(Assignment) Read the data, and whenever a line holds the word "small", report that line.

Saved entries:
*****

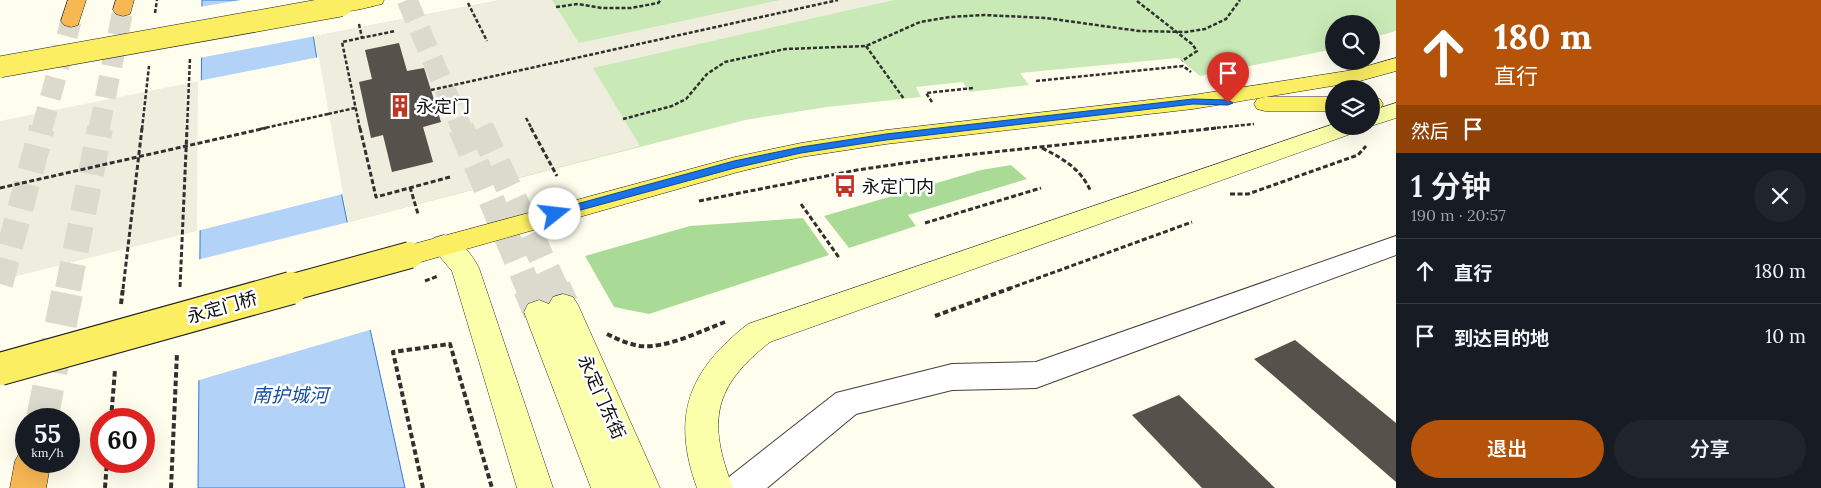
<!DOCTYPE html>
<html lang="zh">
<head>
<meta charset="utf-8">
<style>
	body { margin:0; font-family:Lora,"Noto Sans SC",serif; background:#20242c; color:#f1f3f6; height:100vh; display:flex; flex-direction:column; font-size:19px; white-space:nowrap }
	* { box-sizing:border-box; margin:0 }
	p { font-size:16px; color:#9ea1a6 }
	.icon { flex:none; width:28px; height:28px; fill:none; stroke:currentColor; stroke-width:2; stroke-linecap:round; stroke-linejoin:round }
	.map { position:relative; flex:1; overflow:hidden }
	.side { display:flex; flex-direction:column; background:#171b24; width:425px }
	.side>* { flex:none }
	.hud { background:#b45309; color:#fff; overflow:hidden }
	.controls { position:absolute; left:1325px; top:15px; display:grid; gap:10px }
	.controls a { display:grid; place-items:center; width:55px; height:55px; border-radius:50%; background:#171b24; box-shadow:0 5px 20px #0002; font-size:25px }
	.speed { position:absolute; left:15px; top:408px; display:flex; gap:10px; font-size:25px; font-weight:700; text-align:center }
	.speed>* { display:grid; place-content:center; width:65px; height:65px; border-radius:50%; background:#171b24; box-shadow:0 5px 20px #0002; line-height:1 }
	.speed small { font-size:12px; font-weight:400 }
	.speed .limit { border:8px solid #d22; background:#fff; color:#111 }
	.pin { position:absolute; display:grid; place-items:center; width:42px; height:42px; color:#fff; margin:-51px -21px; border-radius:50% 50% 50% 0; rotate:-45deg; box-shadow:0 0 5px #0007 }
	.pin .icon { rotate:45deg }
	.me { position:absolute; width:55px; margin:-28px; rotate:74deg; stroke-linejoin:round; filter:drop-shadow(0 0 4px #0008) }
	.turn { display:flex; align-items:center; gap:18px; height:105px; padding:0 15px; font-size:22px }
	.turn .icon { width:65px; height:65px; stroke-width:2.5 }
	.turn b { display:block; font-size:35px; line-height:42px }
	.then { display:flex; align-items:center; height:48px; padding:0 15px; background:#0003; gap:10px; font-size:19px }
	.round { display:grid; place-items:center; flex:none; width:52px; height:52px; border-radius:26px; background:#20242c }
	.headline { display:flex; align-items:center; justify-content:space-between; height:85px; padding:0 15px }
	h1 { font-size:30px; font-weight:600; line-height:38px }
	.button { display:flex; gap:10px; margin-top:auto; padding:10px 15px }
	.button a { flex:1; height:58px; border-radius:30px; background:#b45309; color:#fff; font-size:20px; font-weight:600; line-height:58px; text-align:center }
	.button a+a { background:#20242c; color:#f1f3f6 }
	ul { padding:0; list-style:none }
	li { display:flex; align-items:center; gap:15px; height:65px; padding:0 15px; border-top:1px solid #363941 }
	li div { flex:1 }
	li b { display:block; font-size:19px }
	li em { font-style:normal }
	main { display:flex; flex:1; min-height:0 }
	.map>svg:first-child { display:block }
	.green { fill:#c9eab7 }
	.forest { fill:#aadb96 }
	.plaza { fill:#efeddd; fill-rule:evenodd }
	.water { fill:#b2d2f7; stroke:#377bd0 }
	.pier { fill:#fffeee }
	.building { fill:#56514a }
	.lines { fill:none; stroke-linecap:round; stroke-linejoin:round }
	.secondary-tunnel-far2 { stroke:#dbdacc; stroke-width:21; stroke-dasharray:21 11; stroke-linecap:butt }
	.secondary-tunnel-far1 { stroke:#dbdacc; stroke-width:26; stroke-dasharray:26 13; stroke-linecap:butt }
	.secondary-tunnel { stroke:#dbdacc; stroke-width:32; stroke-dasharray:32 16; stroke-linecap:butt }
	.highway-tunnel-far2 { stroke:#dbdacc; stroke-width:21; stroke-dasharray:21 11; stroke-linecap:butt }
	.highway-tunnel-far1 { stroke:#dbdacc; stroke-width:26; stroke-dasharray:26 13; stroke-linecap:butt }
	.highway-tunnel { stroke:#dbdacc; stroke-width:32; stroke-dasharray:32 16; stroke-linecap:butt }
	.street-casing { stroke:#414141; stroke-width:2 }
	.secondary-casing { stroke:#303030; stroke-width:1 }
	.primary-casing { stroke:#1f1f1f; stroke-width:1 }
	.highway-casing { stroke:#1f1f1f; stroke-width:1 }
	.path-far2 { stroke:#303030; stroke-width:2.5; stroke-dasharray:4 2; stroke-linecap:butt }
	.path-far1 { stroke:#303030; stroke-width:3; stroke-dasharray:5 2.5; stroke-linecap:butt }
	.path { stroke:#303030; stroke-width:4; stroke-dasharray:5.5 3; stroke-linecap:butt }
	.street { fill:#fff; fill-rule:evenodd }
	.secondary { fill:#fbffa9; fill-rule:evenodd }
	.primary { fill:#fbee62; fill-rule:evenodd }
	.highway { fill:#f7b854; fill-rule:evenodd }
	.primary-bridge-far2-casing { stroke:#1f1f1f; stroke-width:22; stroke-linecap:butt }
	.primary-bridge-far1-casing { stroke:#1f1f1f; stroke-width:28; stroke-linecap:butt }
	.primary-bridge-casing { stroke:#1f1f1f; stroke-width:34; stroke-linecap:butt }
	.path-bridge-far1 { stroke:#303030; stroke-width:2.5; stroke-dasharray:4 2; stroke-linecap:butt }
	.path-bridge { stroke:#303030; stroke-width:3; stroke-dasharray:5 2.5; stroke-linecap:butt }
	.primary-bridge-far2 { stroke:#fbee62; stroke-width:21 }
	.primary-bridge-far1 { stroke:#fbee62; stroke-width:26 }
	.primary-bridge { stroke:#fbee62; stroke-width:32 }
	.route { fill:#1a73e8; stroke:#114b97 }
	.labels { text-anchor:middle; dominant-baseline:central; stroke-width:5; stroke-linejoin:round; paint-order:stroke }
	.poi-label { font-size:18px; fill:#0e0e0e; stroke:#fff; text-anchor:start }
	.street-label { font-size:18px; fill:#0e0e0e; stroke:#fff }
	.water-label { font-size:19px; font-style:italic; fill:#144ea2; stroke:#fff }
</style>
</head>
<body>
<main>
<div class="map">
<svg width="1396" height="488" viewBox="0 0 1396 488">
	<rect width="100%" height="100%" fill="#fffeee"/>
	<!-- green -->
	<polygon class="green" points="500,0 1396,0 1396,31 1371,38 1371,24 1334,24 1334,49 1200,76 1178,58 1020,73 1029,85 969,92 963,82 916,87 921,97 827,107 745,120 349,222 343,194 0,280 318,57 315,36"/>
	<!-- forest -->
	<g class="forest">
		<polygon points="1011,165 1027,179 908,215 916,226 849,248 824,216 981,170"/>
		<polygon points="803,218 829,255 649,314 614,307 585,256 690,226"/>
	</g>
	<!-- plaza -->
	<path class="plaza" d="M500,0H552L579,43L780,0H894L593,68L640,146L349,222L343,194L0,280V121L318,57L315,36ZM398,43L407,71L424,68L441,122L423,127L433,162L392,172L383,135L371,138L359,82L372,79L365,50Z"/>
	<!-- water -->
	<path class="water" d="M202,0H308C331,165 370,326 405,488H198Z"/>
	<!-- pier -->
	<g class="pier">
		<polygon points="241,0 311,0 316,36 199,58 199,7"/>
		<polygon points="319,57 343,194 197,231 198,81"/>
		<polygon points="349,222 373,329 196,381 197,260"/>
	</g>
	<!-- building -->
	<g class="building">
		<polygon points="399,43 407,71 424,68 441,122 423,127 433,162 392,172 383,135 371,138 359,82 372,79 365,50"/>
		<polygon points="1295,340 1396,423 1396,482 1254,359"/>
		<polygon points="1179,395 1275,488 1202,488 1132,415"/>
	</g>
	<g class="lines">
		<!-- secondary-tunnel-far2 -->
		<g class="secondary-tunnel-far2">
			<polyline points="407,0 462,129"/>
			<polyline points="481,127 482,129"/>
		</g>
		<!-- secondary-tunnel-far1 -->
		<g class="secondary-tunnel-far1">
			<polyline points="461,128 529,289"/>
			<polyline points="481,128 556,289"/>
		</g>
		<!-- secondary-tunnel -->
		<g class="secondary-tunnel">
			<polyline points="529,288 539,312"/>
			<polyline points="555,288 563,305"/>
		</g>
		<!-- highway-tunnel-far2 -->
		<g class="highway-tunnel-far2">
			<polyline points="42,129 71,21"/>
			<polyline points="99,129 123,10"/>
		</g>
		<!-- highway-tunnel-far1 -->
		<g class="highway-tunnel-far1">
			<polyline points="0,284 42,128"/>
			<polyline points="68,289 100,128"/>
		</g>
		<!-- highway-tunnel -->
		<polyline class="highway-tunnel" points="42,419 68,288"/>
		<defs>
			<polygon id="street" points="1396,236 1396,255 1036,388 952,390 856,414 767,488 724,488 729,477 836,393 952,364 1036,362"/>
			<g id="secondary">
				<polygon points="1396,103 1396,118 1371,126 1371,111"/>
				<path d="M1334,124V126H1362L1359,131L770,342C713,387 707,421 733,488H697C671,416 688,371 748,324Z"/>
				<path d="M444,235C461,240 471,253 479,268L553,488H517L452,271L430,245L434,238Z"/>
				<polygon points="563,294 573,297 578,305 660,488 591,488 524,312 528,304 539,300 549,304 553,297"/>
			</g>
			<g id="primary">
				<path d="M343,0H384L382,4C368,7 348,14 334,10L331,6L334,2Z"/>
				<polygon points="1396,58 1396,71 1356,82 1193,109 886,144 801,157 738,172 410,265 400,262 396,255 400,248 410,245 735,157 801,143 886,130 1193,95 1353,70"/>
				<polygon points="1265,97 1334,97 1334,111 1265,111 1257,109 1254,104 1257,99"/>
				<polygon points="1371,97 1380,99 1383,104 1380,109 1371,111"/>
			</g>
			<g id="highway">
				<polygon points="68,0 86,0 78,25 71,27 64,25 61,21"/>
				<polygon points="116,0 134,0 130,14 123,16 116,14 113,10"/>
				<polygon points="26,448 26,461 51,461 46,488 10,488 15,461 21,450"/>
			</g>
		</defs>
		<!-- street casing -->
		<use href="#street" class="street-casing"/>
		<!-- secondary casing -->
		<use href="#secondary" class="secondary-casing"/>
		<!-- primary casing -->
		<use href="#primary" class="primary-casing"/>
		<!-- highway casing -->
		<use href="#highway" class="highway-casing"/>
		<!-- path-far2 -->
		<g class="path-far2">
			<polyline points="1137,1 1192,44 1197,51 1182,61"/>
			<polyline points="468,3 487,41"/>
			<polyline points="556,7 578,4 602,8 631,8 658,3 661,0"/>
			<polyline points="155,13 157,0"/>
			<polyline points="359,24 362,38"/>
			<polyline points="866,46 904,99"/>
			<polyline points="1036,81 1183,66 1191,72"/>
			<polyline points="431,90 838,0"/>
			<polyline points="932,102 926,93 973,88"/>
			<polyline points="328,114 355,108"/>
			<polyline points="526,118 532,129"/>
			<polyline points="623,119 672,106 686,99 707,74 725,62 785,49 866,46 920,22 950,17 984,15 1046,18 1139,31 1186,32 1205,29 1226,19 1240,0"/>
			<polyline points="142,129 149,66"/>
			<polyline points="187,129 190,58"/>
			<polyline points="360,129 342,42 395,31"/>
			<polyline points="1205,129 1254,124"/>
		</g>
		<!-- path-far1 -->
		<g class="path-far1">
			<polyline points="360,128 376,197 450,177"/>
			<polyline points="531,128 557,176"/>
			<path d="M1042,148C1064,159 1081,169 1091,192"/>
			<polyline points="410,187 418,214"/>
			<polyline points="1230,194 1248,194 1358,155 1366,146"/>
			<polyline points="699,201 857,170 947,157 1217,128"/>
			<polyline points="801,204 840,259"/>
			<polyline points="925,223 1041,188"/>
			<polyline points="425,281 438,276"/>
			<polyline points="180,287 187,128"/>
			<polyline points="123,289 142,128"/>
			<polyline points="1008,289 1192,222"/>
		</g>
		<!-- path -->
		<g class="path">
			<polyline points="121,304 123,288"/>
			<polyline points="935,316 1011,288"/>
			<path d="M607,334C617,339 628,344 640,346C665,349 701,331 725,322"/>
			<polyline points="111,419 115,370"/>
			<polyline points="105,488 107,461"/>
			<polyline points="171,488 177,353"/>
			<polyline points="423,488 393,352 450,344 492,488"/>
		</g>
		<!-- street -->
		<use href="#street" class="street"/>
		<!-- secondary -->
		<use href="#secondary" class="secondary"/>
		<!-- primary -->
		<use href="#primary" class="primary"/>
		<!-- highway -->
		<use href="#highway" class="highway"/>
		<defs>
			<polyline id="primary-bridge-far2" points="0,67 341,6"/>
			<polyline id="primary-bridge-far1" points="286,289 410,255"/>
			<polyline id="primary-bridge" points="0,369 291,288"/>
		</defs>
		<!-- primary-bridge-far2 casing -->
		<use href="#primary-bridge-far2" class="primary-bridge-far2-casing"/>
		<!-- primary-bridge-far1 casing -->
		<use href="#primary-bridge-far1" class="primary-bridge-far1-casing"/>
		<!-- primary-bridge casing -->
		<use href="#primary-bridge" class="primary-bridge-casing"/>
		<!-- path-bridge-far1 -->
		<polyline class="path-bridge-far1" points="260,129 328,114"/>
		<!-- path-bridge -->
		<polyline class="path-bridge" points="0,188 266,128"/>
		<!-- primary-bridge-far2 -->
		<use href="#primary-bridge-far2" class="primary-bridge-far2"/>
		<!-- primary-bridge-far1 -->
		<use href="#primary-bridge-far1" class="primary-bridge-far1"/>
		<!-- primary-bridge -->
		<use href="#primary-bridge" class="primary-bridge"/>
	</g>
	<!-- route -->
	<polygon class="route" points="1193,99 1228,100 1233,103 1228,105 1193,104 886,140 801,153 735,168 555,217 549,214 551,211 734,161 801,147 886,134"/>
	<!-- icons -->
	<defs>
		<symbol id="building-bare" viewBox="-9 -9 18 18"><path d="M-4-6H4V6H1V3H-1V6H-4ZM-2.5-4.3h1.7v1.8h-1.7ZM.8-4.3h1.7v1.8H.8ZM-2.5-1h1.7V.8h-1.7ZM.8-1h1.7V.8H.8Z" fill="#c03423" stroke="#fff" stroke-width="2.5" paint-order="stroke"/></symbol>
		<symbol id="bus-bare" viewBox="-9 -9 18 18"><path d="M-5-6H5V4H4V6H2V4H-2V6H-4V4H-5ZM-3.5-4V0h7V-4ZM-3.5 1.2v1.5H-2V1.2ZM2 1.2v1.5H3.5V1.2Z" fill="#c03423" stroke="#fff" stroke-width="2.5" paint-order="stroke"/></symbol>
	</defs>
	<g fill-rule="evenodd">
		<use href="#building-bare" x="384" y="90" width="32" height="32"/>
		<use href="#bus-bare" x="829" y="170" width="32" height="32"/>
	</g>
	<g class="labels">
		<!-- poi labels -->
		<g class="poi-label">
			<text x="416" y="106">永定门</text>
			<text x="862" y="186">永定门内</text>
		</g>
		<!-- street labels -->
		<g class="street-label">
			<text transform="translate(222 307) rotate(-16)">永定门桥</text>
			<text transform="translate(602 397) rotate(66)">永定门东街</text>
		</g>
		<!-- water labels -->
		<g class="water-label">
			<text x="290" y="395">南护城河</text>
		</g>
	</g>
</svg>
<div class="controls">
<a><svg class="icon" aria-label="search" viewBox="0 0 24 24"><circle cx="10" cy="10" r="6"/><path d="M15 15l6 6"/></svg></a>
<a><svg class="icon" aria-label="layers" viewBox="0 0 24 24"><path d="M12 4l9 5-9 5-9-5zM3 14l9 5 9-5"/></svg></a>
</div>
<div class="speed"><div>55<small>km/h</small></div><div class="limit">60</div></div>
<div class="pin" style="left:1228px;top:103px;background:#d93025"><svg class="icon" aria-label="arrive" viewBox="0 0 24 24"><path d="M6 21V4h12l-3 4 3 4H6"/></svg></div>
<svg class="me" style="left:555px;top:214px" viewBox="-20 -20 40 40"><circle r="19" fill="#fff"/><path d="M0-13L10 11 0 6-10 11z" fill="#1a73e8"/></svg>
</div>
<section class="side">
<div class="hud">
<div class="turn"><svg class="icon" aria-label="ahead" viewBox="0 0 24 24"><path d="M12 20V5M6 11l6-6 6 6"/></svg><div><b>180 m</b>直行</div></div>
<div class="then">然后<svg class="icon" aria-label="arrive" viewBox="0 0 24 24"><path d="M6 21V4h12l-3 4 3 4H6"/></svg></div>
</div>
<div class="headline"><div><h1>1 分钟</h1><p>190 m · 20:57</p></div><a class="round"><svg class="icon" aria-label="close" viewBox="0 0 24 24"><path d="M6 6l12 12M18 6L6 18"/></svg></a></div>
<ul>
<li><svg class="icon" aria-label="ahead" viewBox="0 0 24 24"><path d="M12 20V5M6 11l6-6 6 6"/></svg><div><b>直行</b></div><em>180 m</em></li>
<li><svg class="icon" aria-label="arrive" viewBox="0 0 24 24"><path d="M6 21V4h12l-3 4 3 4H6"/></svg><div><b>到达目的地</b></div><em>10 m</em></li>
</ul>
<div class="button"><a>退出</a><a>分享</a></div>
</section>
</main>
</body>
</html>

*****

(Your response)
	.speed small { font-size:12px; font-weight:400 }
<div class="speed"><div>55<small>km/h</small></div><div class="limit">60</div></div>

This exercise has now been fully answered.